Quizá vaciéis mi aliento, pero resucitaré para regresaros el desprecio. Empezaré con vuestros inocentes vástagos hasta llegar a vosotros, los cabecillas. Asumiré toda la maldad del planeta en mi propia carne, con mis heridas y devolveré la vergüenza multiplicando la vergüenza. Retoños del creador cobraréis la crueldad con la ira de vuestro padre.

El dolor caminaba, célula a célula, aguzando el suplicio. La sangre ya encharcaba los pulmones. Los ojos ya nublaban la vista. El aire no encontraba huecos por donde calmar el ahogo. Los músculos se retorcían decolorando el carmín de las arterias. El vía crucis acertaba su fin ante un mar de blancos pañuelos. La matanza legal saciaba el bajo instinto de las mentes criminales. El exterminio financiado rubricaba otra tarde de fingido amor por la vida. El tormento, ataviado de luces, templaba el estómago del sadismo.

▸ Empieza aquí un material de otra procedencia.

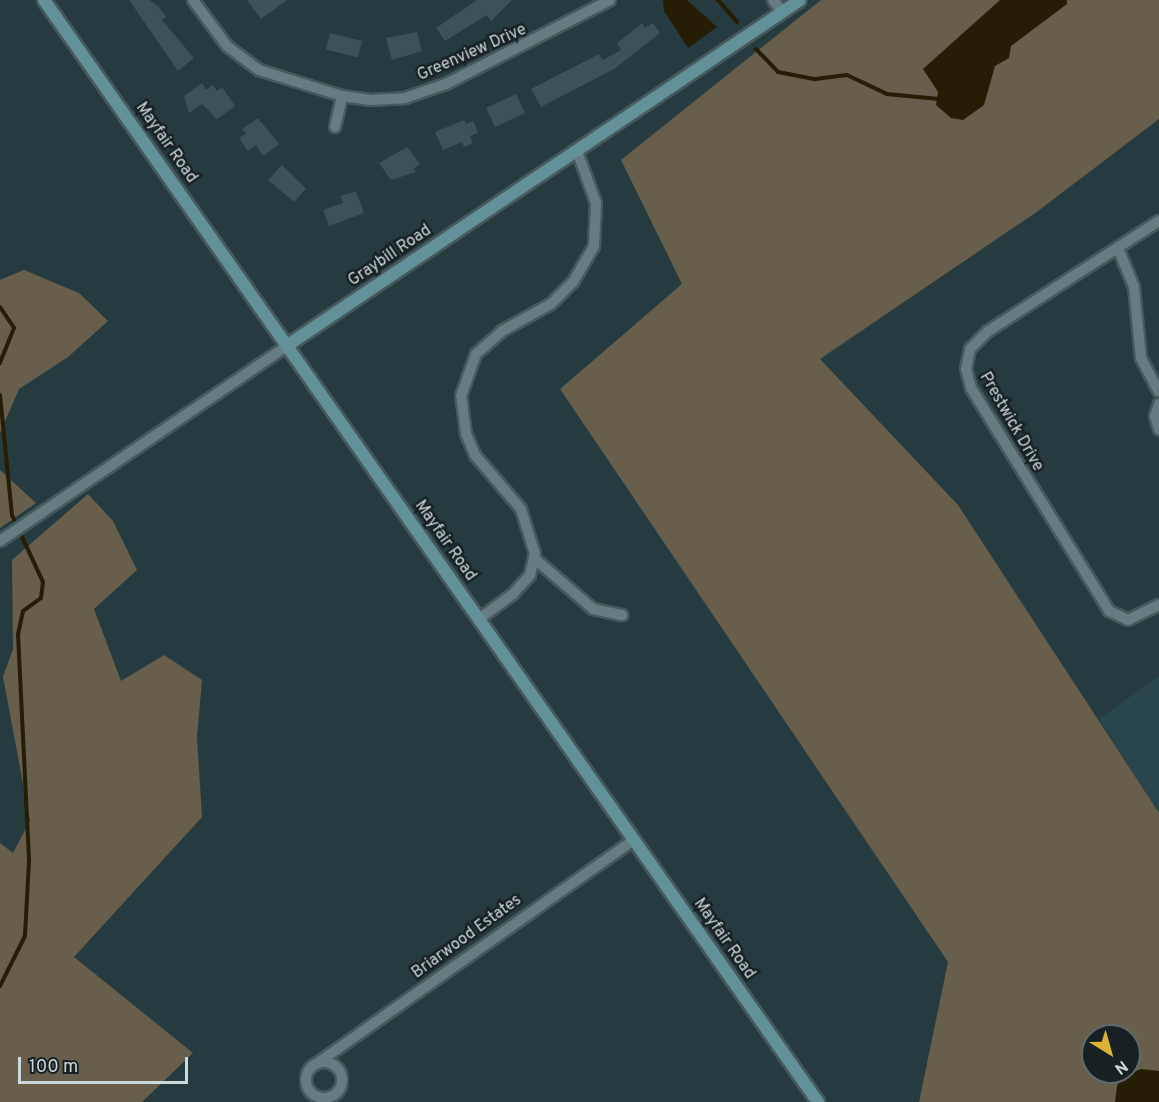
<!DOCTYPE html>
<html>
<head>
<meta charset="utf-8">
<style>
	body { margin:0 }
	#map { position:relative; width:1159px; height:1102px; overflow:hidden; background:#263b3f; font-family:Overpass,sans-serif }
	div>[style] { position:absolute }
	.built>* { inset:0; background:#28464c }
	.green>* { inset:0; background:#675f4c }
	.water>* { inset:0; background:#261d05 }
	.stream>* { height:4px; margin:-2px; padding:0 2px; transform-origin:2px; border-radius:2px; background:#261d05 }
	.building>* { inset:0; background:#3d5257; transform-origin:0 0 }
	.roads { filter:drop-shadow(2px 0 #46595c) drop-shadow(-2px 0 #46595c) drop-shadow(0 2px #46595c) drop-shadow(0 -2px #46595c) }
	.street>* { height:10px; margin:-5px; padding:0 5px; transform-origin:5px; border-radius:5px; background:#667c81 }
	.street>.ring { margin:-5px; padding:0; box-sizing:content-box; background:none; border:10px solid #667c81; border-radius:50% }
	.secondary>* { height:12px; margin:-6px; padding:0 6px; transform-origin:6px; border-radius:6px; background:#63919a }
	span { translate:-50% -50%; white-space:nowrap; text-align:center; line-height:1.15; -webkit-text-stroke:5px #172022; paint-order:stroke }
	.street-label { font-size:16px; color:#ccd9db }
	.north { position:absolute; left:1081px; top:1024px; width:60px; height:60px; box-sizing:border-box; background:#172022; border:2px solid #5f6a6c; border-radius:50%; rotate:143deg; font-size:16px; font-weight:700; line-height:24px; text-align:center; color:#ccd9db }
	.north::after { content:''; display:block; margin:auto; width:21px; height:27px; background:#dbb233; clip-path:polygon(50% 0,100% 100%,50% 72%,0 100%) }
	.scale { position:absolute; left:18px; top:1057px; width:170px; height:27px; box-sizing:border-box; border:3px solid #ccd9db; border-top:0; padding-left:8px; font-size:18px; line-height:21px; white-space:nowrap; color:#ccd9db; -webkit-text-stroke:4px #172022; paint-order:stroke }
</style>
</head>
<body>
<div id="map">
	<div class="built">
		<i style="clip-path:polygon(1159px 676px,1159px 813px,1099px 719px)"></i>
	</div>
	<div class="green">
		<i style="clip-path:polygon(evenodd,821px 0,1159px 0,1159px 119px,1038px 211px,820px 359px,958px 505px,1159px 813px,1159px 1102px,919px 1102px,948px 962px,560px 389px,682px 284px,621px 160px,821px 0,1093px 1036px,1129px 1036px,1129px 1072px,1093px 1072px,1093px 1036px)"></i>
		<i style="clip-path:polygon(24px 270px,79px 293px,108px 321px,68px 357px,19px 389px,0 433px,0 280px)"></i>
		<i style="clip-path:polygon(0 470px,36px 503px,0 528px)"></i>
		<i style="clip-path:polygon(88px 494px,113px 521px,137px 570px,94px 609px,121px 681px,164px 655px,202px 680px,197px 737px,202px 817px,74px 957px,193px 1053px,142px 1102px,0 1102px,0 843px,13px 853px,30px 821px,3px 677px,13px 649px,12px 560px)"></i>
	</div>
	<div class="water">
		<i style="clip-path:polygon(663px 0,687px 0,717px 27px,688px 48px,664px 11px)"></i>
		<i style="clip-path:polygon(1000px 0,1067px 0,1067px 4px,1011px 46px,1009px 58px,995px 66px,984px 105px,963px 120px,951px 118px,936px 105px,938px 92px,923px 69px)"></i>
		<i style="clip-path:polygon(1141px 1069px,1159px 1071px,1159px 1102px,1115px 1102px,1117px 1086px,1123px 1076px)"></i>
	</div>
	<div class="stream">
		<i style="left:718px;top:0;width:29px;rotate:49deg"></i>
		<i style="left:756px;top:49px;width:32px;rotate:46deg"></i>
		<i style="left:778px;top:72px;width:38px;rotate:11deg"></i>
		<i style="left:815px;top:79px;width:32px;rotate:-7deg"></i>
		<i style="left:847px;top:75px;width:44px;rotate:25.4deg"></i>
		<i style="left:887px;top:94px;width:52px;rotate:5.5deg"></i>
		<i style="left:0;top:307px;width:25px;rotate:56deg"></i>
		<i style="left:14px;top:328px;width:38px;rotate:112deg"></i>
		<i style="left:0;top:395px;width:121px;rotate:84.3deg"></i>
		<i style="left:12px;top:515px;width:74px;rotate:65.2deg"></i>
		<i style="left:43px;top:582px;width:16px;rotate:97deg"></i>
		<i style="left:41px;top:598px;width:22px;rotate:144deg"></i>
		<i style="left:23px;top:611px;width:24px;rotate:102deg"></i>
		<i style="left:18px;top:634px;width:227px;rotate:87.2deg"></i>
		<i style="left:29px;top:861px;width:75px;rotate:93.1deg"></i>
		<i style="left:25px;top:936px;width:56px;rotate:116.6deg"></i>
	</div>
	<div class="building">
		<i style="clip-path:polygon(129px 0,149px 0,158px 6px,166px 17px,162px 20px,194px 58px,178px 71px)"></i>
		<i style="clip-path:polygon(247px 0,287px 0,261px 19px)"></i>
		<i style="clip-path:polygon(477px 0,512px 0,491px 21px,487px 15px,445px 41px,436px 28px)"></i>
		<i style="clip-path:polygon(642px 23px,645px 28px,653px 23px,660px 33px,614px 69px,541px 107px,531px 89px,599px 54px,603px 60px,621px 50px,617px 43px)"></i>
		<i style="clip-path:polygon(417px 32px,422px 51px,392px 60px,386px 38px)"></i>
		<i style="left:330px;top:33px;width:33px;height:17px;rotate:14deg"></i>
		<i style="clip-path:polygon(202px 83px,206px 90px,213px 85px,217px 91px,222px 87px,235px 106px,217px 119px,202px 104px,189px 113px,184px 96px)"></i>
		<i style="left:516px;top:94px;width:21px;height:33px;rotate:65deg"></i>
		<i style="clip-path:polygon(258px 118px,279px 144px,263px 156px,256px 145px,248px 151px,239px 138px,246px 134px,242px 129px)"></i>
		<i style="clip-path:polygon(464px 120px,466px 124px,473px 121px,478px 133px,470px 136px,473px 143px,464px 147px,462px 142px,443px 150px,435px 132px)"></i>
		<i style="clip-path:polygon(407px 147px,420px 164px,414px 169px,416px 172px,391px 180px,379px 163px)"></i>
		<i style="clip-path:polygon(282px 165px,306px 189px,294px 202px,268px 180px)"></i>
		<i style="clip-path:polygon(356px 191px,364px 213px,329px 226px,323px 210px,343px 203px,341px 196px)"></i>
	</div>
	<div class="roads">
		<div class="street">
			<i style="left:193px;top:0;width:57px;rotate:53.5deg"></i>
			<i style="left:227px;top:46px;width:40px;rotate:37deg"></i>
			<i style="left:259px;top:70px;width:87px;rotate:17.4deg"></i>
			<i style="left:342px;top:96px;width:29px;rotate:8deg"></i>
			<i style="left:371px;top:100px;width:34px;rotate:-3deg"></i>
			<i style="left:405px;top:98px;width:43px;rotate:-18.9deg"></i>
			<i style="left:446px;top:84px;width:184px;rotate:-27.1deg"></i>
			<i style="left:773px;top:0;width:16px;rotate:52deg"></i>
			<i style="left:335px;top:127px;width:32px;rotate:-77deg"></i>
			<i style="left:1159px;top:221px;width:203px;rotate:147.2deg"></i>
			<i style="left:988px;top:331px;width:25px;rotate:135deg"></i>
			<i style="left:970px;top:349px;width:20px;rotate:101deg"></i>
			<i style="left:966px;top:369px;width:20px;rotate:75deg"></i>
			<i style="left:971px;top:388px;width:262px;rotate:58.2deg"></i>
			<i style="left:1109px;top:611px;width:21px;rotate:25deg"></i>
			<i style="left:1128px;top:620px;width:34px;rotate:-26deg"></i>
			<i style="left:1118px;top:248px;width:42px;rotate:67.7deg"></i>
			<i style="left:1134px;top:287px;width:71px;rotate:84.4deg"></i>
			<i style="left:1141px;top:358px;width:38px;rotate:62deg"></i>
			<i style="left:1159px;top:404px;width:13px;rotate:108deg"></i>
			<i style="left:1155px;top:416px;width:14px;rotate:73deg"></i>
			<i style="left:0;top:541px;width:348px;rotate:-34.2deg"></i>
			<i style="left:534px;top:558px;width:78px;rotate:40.8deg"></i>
			<i style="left:593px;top:609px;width:30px;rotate:12deg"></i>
			<i style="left:479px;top:619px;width:42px;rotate:-36.3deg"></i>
			<i style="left:513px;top:594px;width:25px;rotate:-48deg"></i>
			<i style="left:530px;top:575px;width:22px;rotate:-77deg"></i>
			<i style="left:535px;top:554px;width:47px;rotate:-107.3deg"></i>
			<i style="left:521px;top:509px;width:71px;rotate:-130.4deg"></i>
			<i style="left:475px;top:455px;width:23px;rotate:-113deg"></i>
			<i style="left:466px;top:434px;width:38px;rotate:-97deg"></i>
			<i style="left:461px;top:396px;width:45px;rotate:-70.3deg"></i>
			<i style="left:476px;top:354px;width:35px;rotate:-41deg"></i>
			<i style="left:502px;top:331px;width:56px;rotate:-28.9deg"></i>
			<i style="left:551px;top:304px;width:31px;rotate:-45deg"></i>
			<i style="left:573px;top:282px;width:42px;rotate:-59.7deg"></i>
			<i style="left:594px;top:246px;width:43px;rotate:-87.3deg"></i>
			<i style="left:596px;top:203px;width:55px;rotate:-110.1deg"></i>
			<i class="ring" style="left:306px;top:1062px;width:26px;height:26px"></i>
			<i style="left:319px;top:1062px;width:385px;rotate:-35.2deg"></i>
		</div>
		<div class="secondary">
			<i style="left:44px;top:0;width:1347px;rotate:54.92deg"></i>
			<i style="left:288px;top:345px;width:617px;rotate:-33.97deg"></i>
		</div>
	</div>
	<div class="street-label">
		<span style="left:472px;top:53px;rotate:-24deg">Greenview Drive</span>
		<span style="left:166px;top:143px;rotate:55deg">Mayfair Road</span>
		<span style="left:390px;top:256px;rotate:-34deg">Graybill Road</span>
		<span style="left:1011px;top:422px;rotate:60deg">Prestwick Drive</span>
		<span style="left:445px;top:541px;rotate:55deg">Mayfair Road</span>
		<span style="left:467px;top:937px;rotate:-36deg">Briarwood Estates</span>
		<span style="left:724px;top:939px;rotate:55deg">Mayfair Road</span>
	</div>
	<div class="north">N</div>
	<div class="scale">100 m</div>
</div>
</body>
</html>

Me humillaron. Me partieron el corazón de una estocada. Me arrastraron por la arena dejando un cerco de terciopelo rojo. Habéis pagado mi muerte con dinero del pueblo. Habéis emitido la sangre en televisiones del pueblo. Habéis justificado la tortura con cortinas de humo y juicios falaces. Habéis adornado el crimen con ceremonia de bombo y platillo. Habéis insultado al arte pronunciando su nombre. Habéis desdeñado la ciencia frivolizando la llaga. Habéis besado a vuestro fruto con boca fratricida.

Me despuntaron la esperanza. Ni despedirme de los míos pude.